ROCm · ryanswann-amd · Jan 21, 2026 · Jan 21, 2026 · Jan 21, 2026 · Jan 22, 2026
diff --git a/examples/example_hadamard_epilogue.py b/examples/example_hadamard_epilogue.py
@@ -0,0 +1,311 @@
+"""
+Example demonstrating Hadamard rotation epilogue in tritonBLAS.
+
+This example shows how to apply a Hadamard transformation to the entire
+output accumulator tile. This is useful for randomized numerical linear algebra
+and privacy-preserving computations.
+"""
+import torch
+import triton
+import triton.language as tl
+from tritonblas.kernels.persistent_gemm import persistent_matmul
+
+
+# ============================================================================
+# Define Hadamard Rotation Epilogue
+# ============================================================================
+
+@triton.jit
+def build_hadamard(SIZE: tl.constexpr):
+    """
+    Construct Hadamard matrix using H_{i,j} = (-1)^{popcount(i & j)}.
+
+    Args:
+        SIZE: Matrix dimension (must be power of 2, 16 <= SIZE <= 64)
+
+    Returns:
+        SIZE x SIZE normalized Hadamard matrix
+    """
+    tl.static_assert(16 <= SIZE)
+
+    # Create row and column indices
+    i = tl.arange(0, SIZE)
+    j = tl.arange(0, SIZE)
+
+    # Compute bitwise AND for all (i, j) pairs
+    matching_bits = i[:, None] & j[None, :]
+
+    # Count set bits (popcount)
+    bit_sum = tl.zeros_like(matching_bits)
+    temp = matching_bits
+    for _ in tl.static_range(6):  # 6 iterations for up to 64 bits
+        bit_sum += temp & 1
+        temp >>= 1
+
+    # Map: even popcount -> +1, odd popcount -> -1
+    H = 1 - 2 * (bit_sum & 1)
+
+    # Normalize by sqrt(SIZE)
+    H = H / tl.math.sqrt(float(SIZE))
+    return H
+
+
+@triton.jit
+def is_power_of_two(n: tl.constexpr) -> tl.constexpr:
+    """Check if n is a power of 2."""
+    return (n & (n - 1)) == 0 and n > 0
+
+
+@triton.jit
+def hadamard_rotation_square(acc):
+    """
+    Apply Hadamard rotation to the entire square accumulator.
+
+    This works for any square accumulator with power-of-2 dimensions
+    between 16 and 64.
+
+    Args:
+        acc: Accumulator tensor [SIZE, SIZE] where SIZE is power of 2, 16 <= SIZE <= 64
+
+    Returns:
+        Accumulator with Hadamard transformation applied: acc @ H
+    """
+    SIZE:tl.constexpr = acc.shape[0]
+
+    # Static assertions to enforce layout constraints
+    tl.static_assert(acc.shape[0] == acc.shape[1], "Accumulator must be square")

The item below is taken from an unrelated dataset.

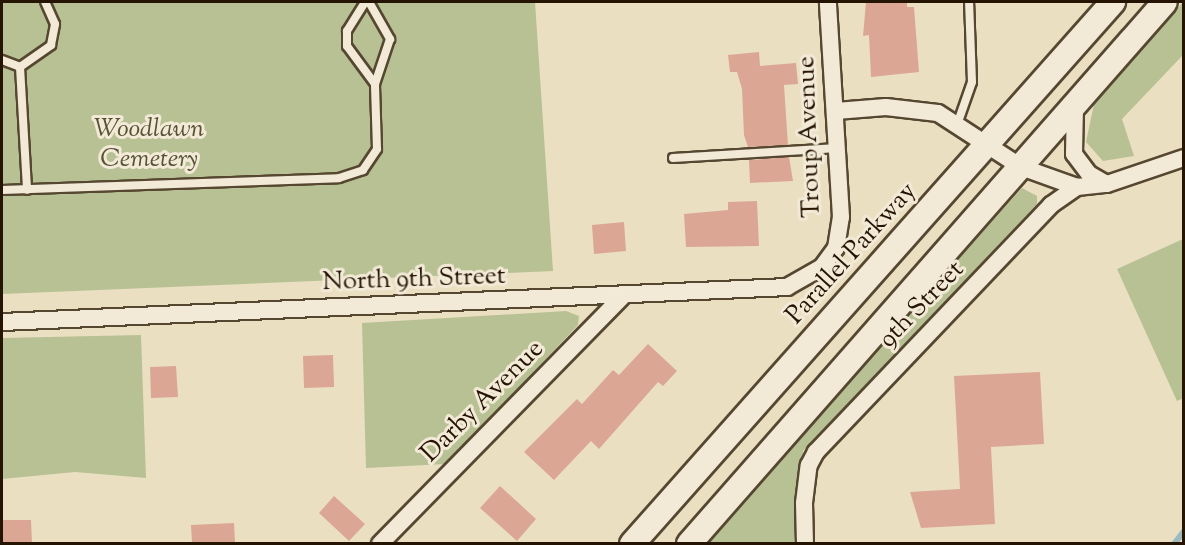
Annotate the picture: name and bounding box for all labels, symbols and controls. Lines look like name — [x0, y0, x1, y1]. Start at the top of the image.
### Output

+    tl.static_assert((SIZE  & (SIZE  - 1)) == 0, "Accumulator size must be power of 2")
+    tl.static_assert(SIZE >= 16, "Accumulator size must be >= 16")
+
+    # Build Hadamard matrix and apply
+    H = build_hadamard(SIZE)
+    return tl.dot(acc, H.to(acc.dtype))
+
+
+# ============================================================================
+# Helper Function
+# ============================================================================
+
+def matmul_with_hadamard(A, B, tile_size=256):
+    """
+    Perform matrix multiplication with Hadamard rotation epilogue.
+
+    Args:
+        A: Input matrix A [M, K]
+        B: Input matrix B [K, N] (transposed)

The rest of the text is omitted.